Fair Work Investigations
In Australia, the Fair Work Ombudsman (FWO) investigates workplace matters, particularly claims of harassment and bullying, unfair dismissal, disputes over superannuation payments, and workplace health and safety issues. Often these Fair Work Investigations are run concurrently with an employer-instigated internal workplace investigation.
FWO Investigations
The FWO has statutory authority to send Fair Work Investigators (FWI) into workplaces either on its own initiative or following a complaint. The FWI looks into alleged breaches of workplace laws, especially the Fair Work Act 2009 and the Fair Work Regulations 2009. During a workplace investigation, the FWI collects and examines evidence before making decisions on:
- the applicability of Australian workplace laws, and relevant industrial awards or registered agreements;
- whether the employer has followed these laws based on the evidence and the extent and seriousness of the contraventions;
- the cooperation of the parties involved; and
- how to resolve the situation.
FWO Investigations often focus on whether employers keep proper employee records, whether employees are paid correctly, and provided with their correct employment entitlements such as breaks and leave. An FWO investigation typically involves an unannounced visit to the workplace where the employer and staff will be interviewed. Businesses are usually required to provide all relevant employment records, such as payslips, timesheets, and banking records, so that the FWO has a clear idea of the issues.
FWO Notices
The Fair Work Ombudsman can apply to the Administrative Appeals Tribunal for a FWO Notice if they reasonably suspect that a business or individual has information that will help their investigation. A FWO Notice is a document that can compel a business or person to hand over information, produce documents, or attend an interview. The information that the FWO seeks must relate to a suspected contravention such as underpayment of employees, “cash backs”, unfair dismissal, or unlawful discrimination.
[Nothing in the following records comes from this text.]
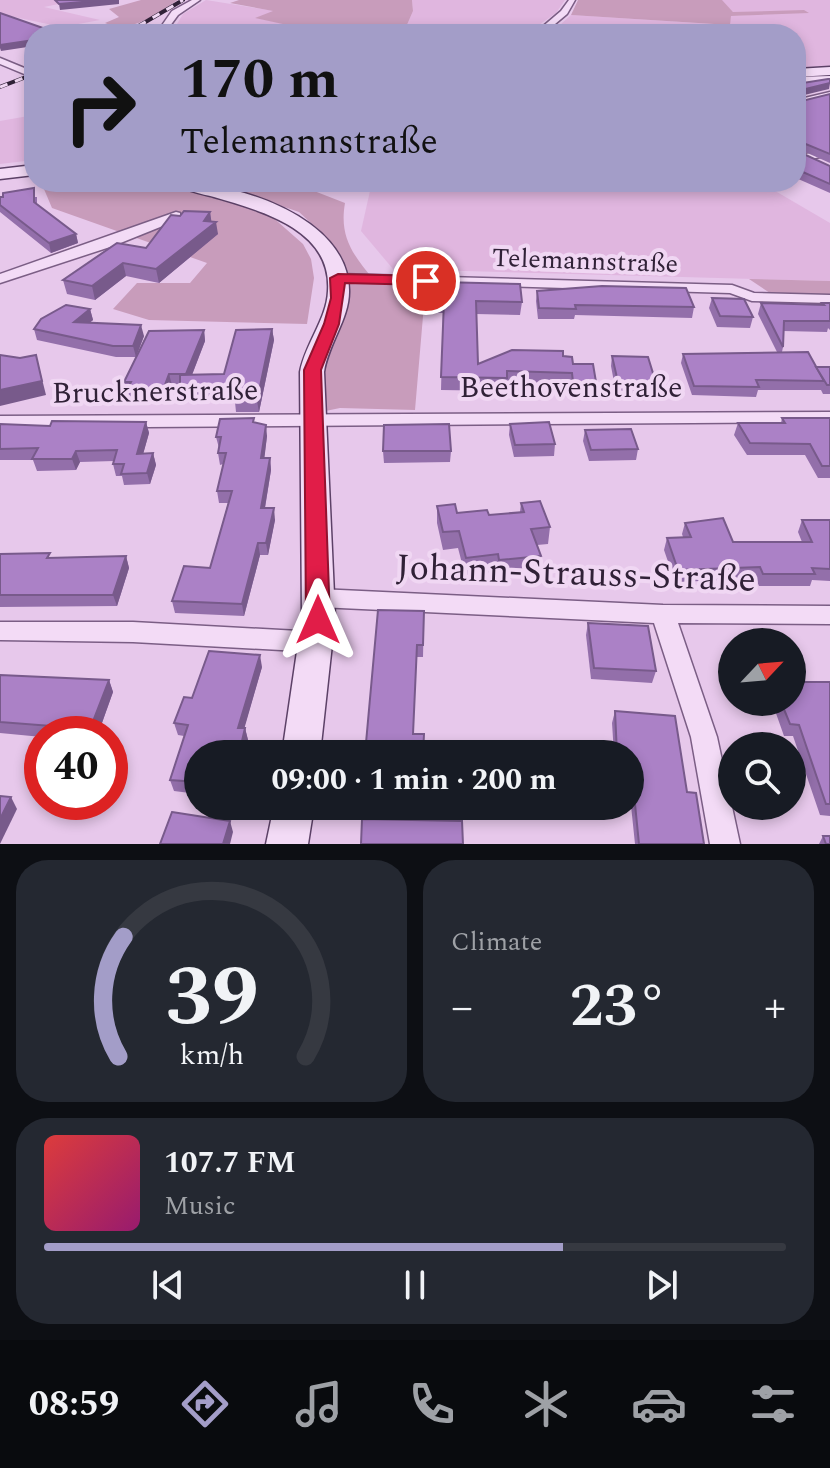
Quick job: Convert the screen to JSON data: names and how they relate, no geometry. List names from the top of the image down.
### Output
{
  "streets": {
    "street": [
      "Telemannstraße",
      "Beethovenstraße",
      "Brucknerstraße",
      "Johann-Strauss-Straße"
    ]
  },
  "crossings": [
    ["Beethovenstraße", "Brucknerstraße"]
  ],
  "north": "top right",
  "page": {
    "turn": ["170 m", "Telemannstraße"],
    "limit": "40",
    "trip": "09:00 · 1 min · 200 m",
    "tile": "Climate",
    "heat": ["−", "23°", "+"],
    "song": ["107.7 FM", "Music"],
    "tabs": "08:59",
    "gauge": ["39", "km/h"]
  }
}
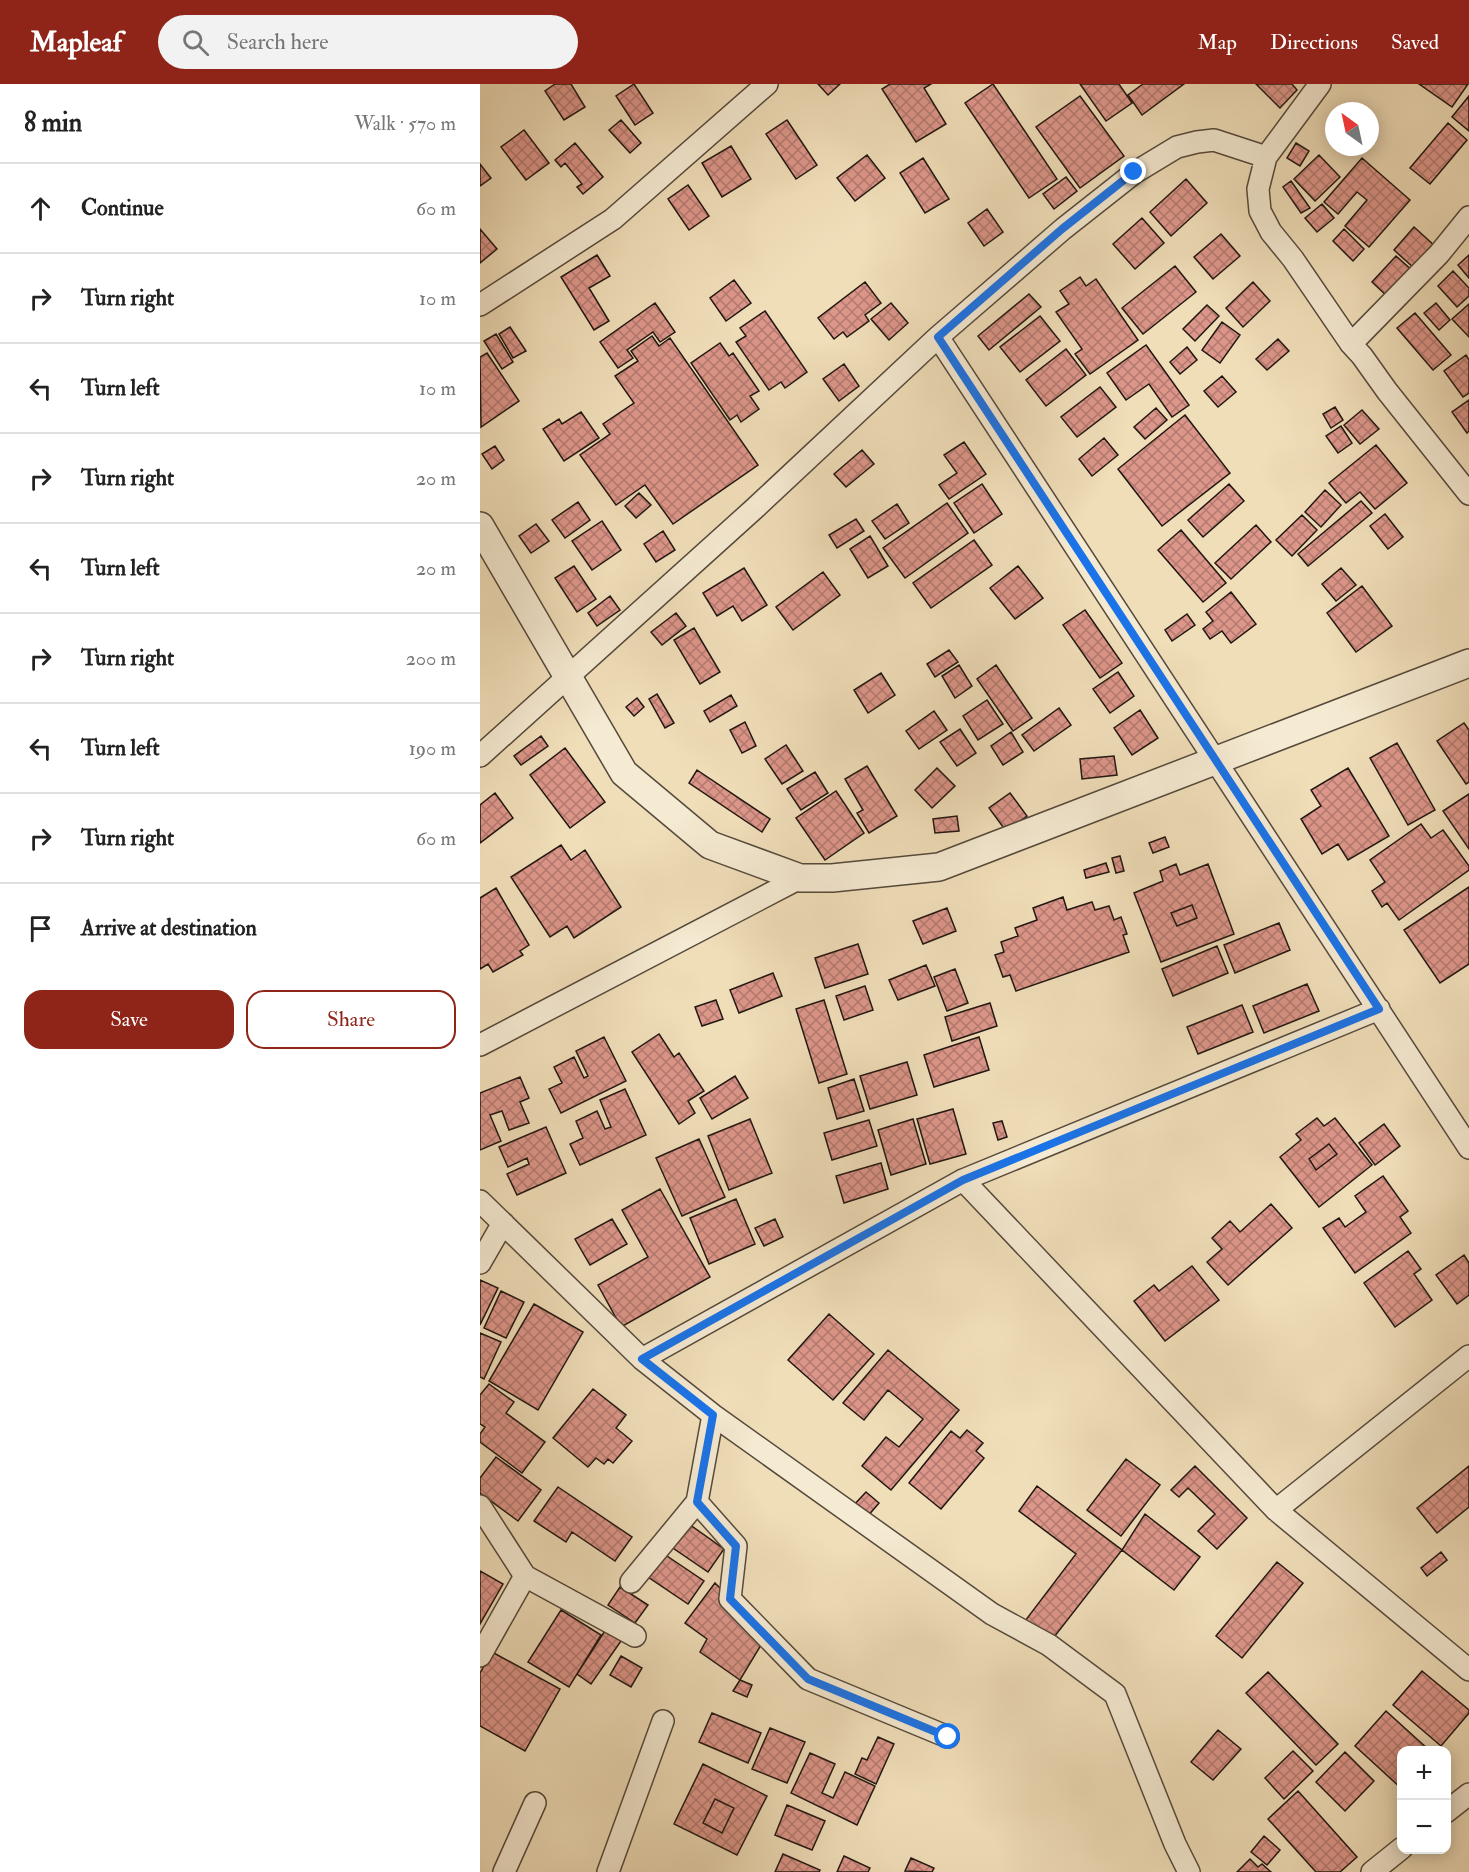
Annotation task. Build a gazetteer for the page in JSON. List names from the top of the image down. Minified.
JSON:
{"north":"top left","page":{"header":"Mapleaf","search":"Search here","nav":["Map","Directions","Saved"],"heading":["8 min","Walk · 570 m"],"list":[["Continue","60 m"],["Turn right","10 m"],["Turn left","10 m"],["Turn right","20 m"],["Turn left","20 m"],["Turn right","200 m"],["Turn left","190 m"],["Turn right","60 m"],"Arrive at destination"],"buttons":["Save","Share"],"map_buttons":["+","−"]}}
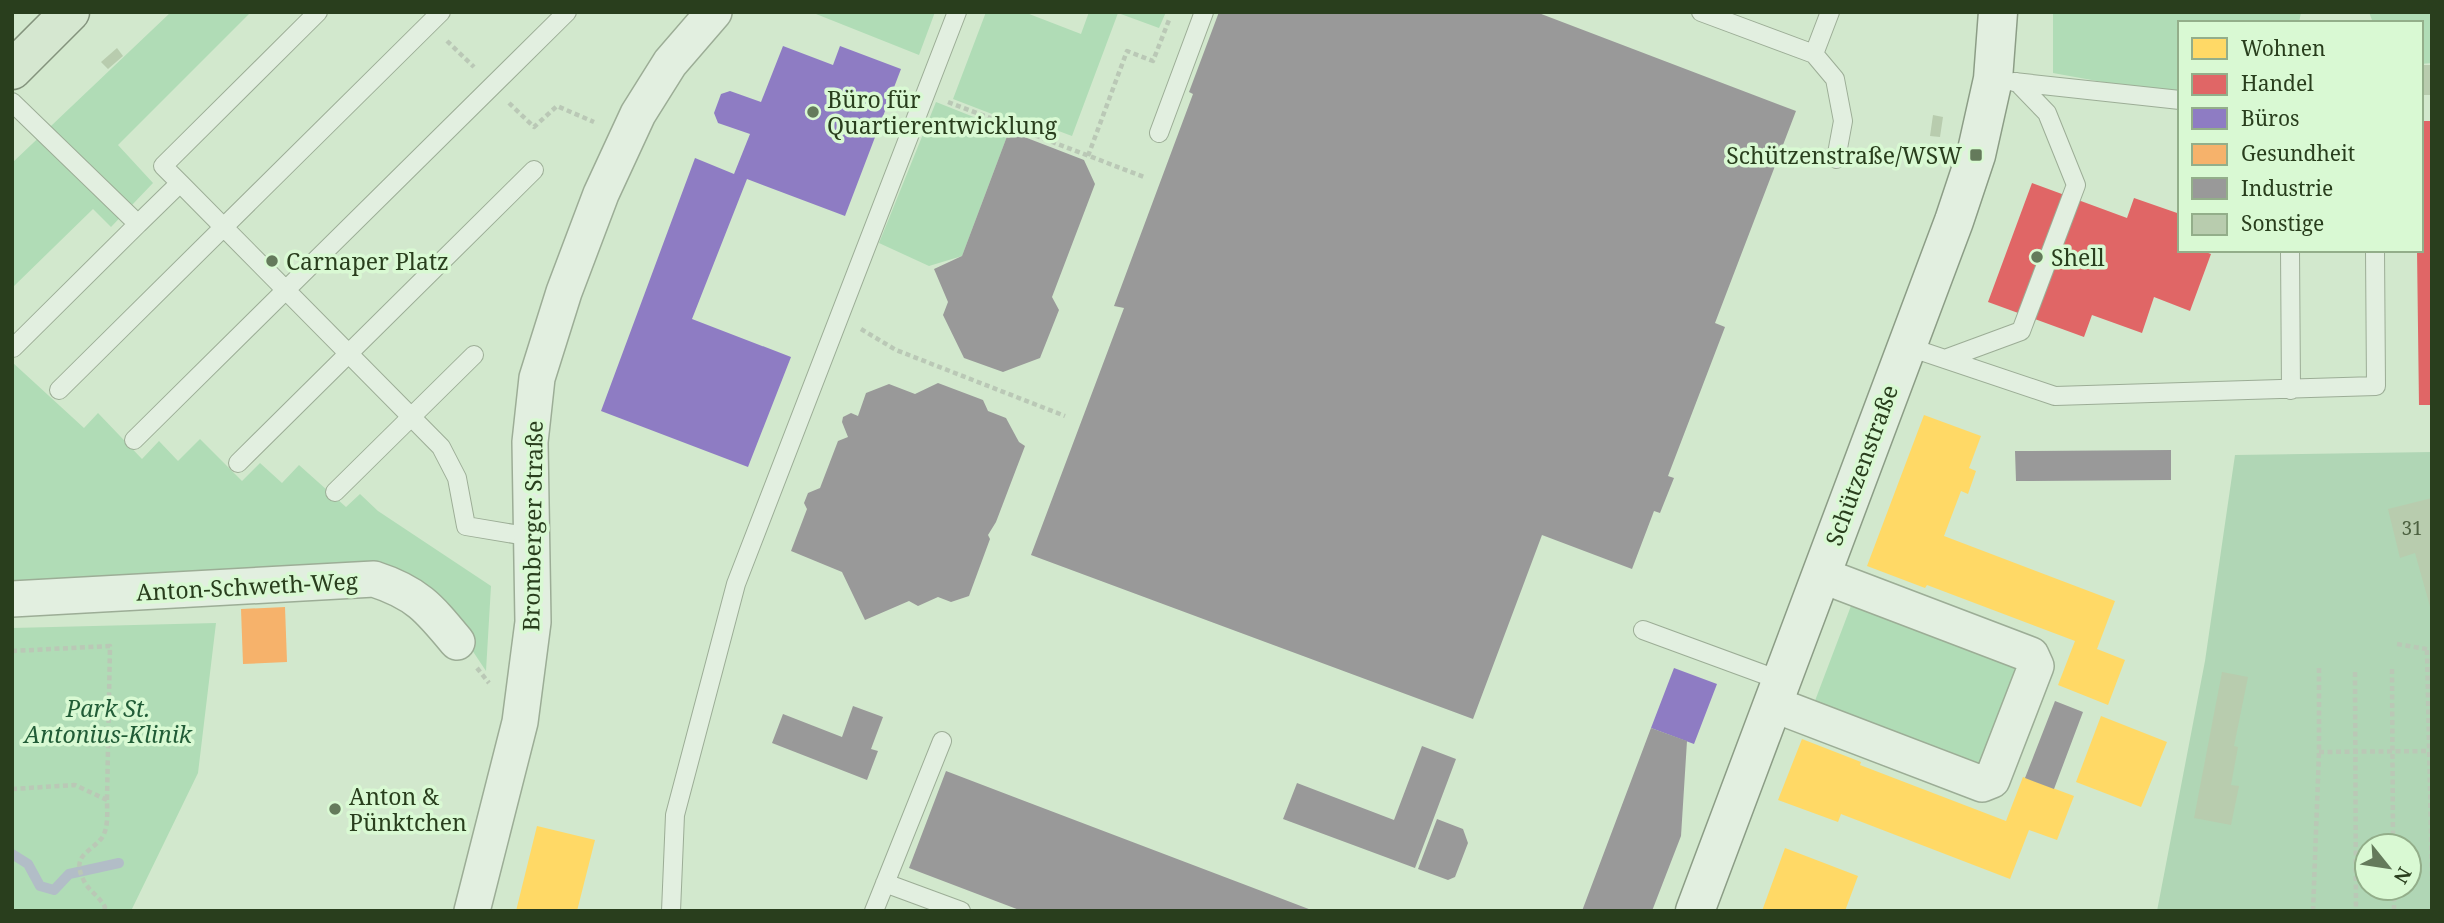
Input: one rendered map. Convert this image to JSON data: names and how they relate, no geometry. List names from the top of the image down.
{
  "streets": {
    "street": ["Schützenstraße", "Bromberger Straße", "Anton-Schweth-Weg"]
  },
  "parks": ["Park St. Antonius-Klinik"],
  "places": {
    "other": [
      "Büro für Quartierentwicklung",
      "Shell",
      "Carnaper Platz",
      "Anton & Pünktchen"
    ],
    "transit": ["Schützenstraße/WSW"]
  },
  "house_numbers": ["31"],
  "legend": [
    "Wohnen",
    "Handel",
    "Büros",
    "Gesundheit",
    "Industrie",
    "Sonstige"
  ],
  "north": "bottom right"
}
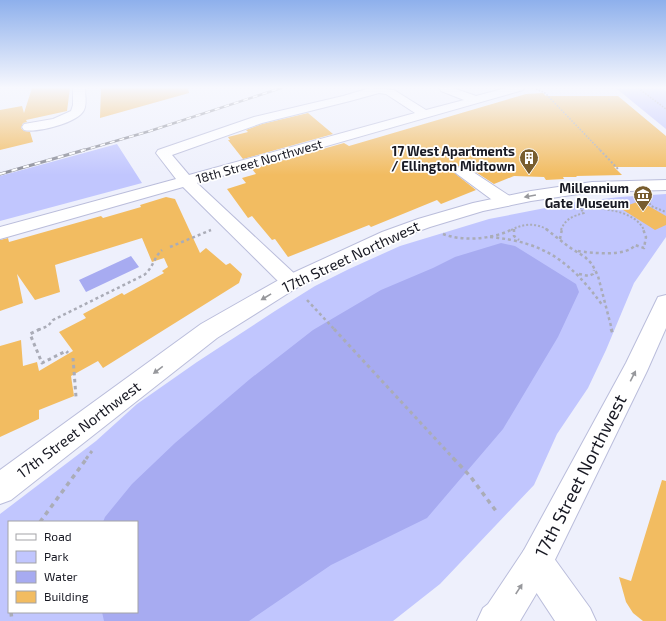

If the Administrative Appeals Tribunal does approve a FWO Notice, the FWO must give the person or business at least 14 days to comply. In addition, the person who is subject to the FWO Notice is entitled to:
- legal representation and reimbursement for reasonable expenses if they are required to attend an interview;
- indemnity for any damage, loss, or injury to another person because they complied with the FWO Notice; and
- the information given cannot be used in a legal proceeding against the subject of the Notice (unless they give misleading or false information or obstruct a Commonwealth official).
Noncompliance with FWO Notice
There are significant penalties for failing to comply with a FWO Notice:
- $187,800 fine for an individual
- $939,000 fine for a smaller company with less than 15 workers
- $4,695,000 fine for a larger company with 15 or more workers
Smaller penalties also apply to individuals and companies that:
- fail to provide records or documents by the deadline on the Notice;
- knowingly or recklessly giving information, documents or records that are misleading or false; or
- intentionally obstruct or hinder officials in their investigation.
FWO Outcomes
The outcomes of an FWO investigation vary according to the nature of the allegation and the results of the investigation. Many investigations result in either no further action (because of insufficient evidence or business closure), or a warning letter to the employer requiring rectification. Where the investigation finds a more serious contravention, the FWO may issue an Enforceable Undertaking or Compliance Partnership that forces the employer to take actions to address areas of concern. Should the FWI determine that the employer breached the minimum requirements set out in the Fair Work Act or modern award, the FWO can ask the court to impose a financial penalty against the business and force them to rectify their breach.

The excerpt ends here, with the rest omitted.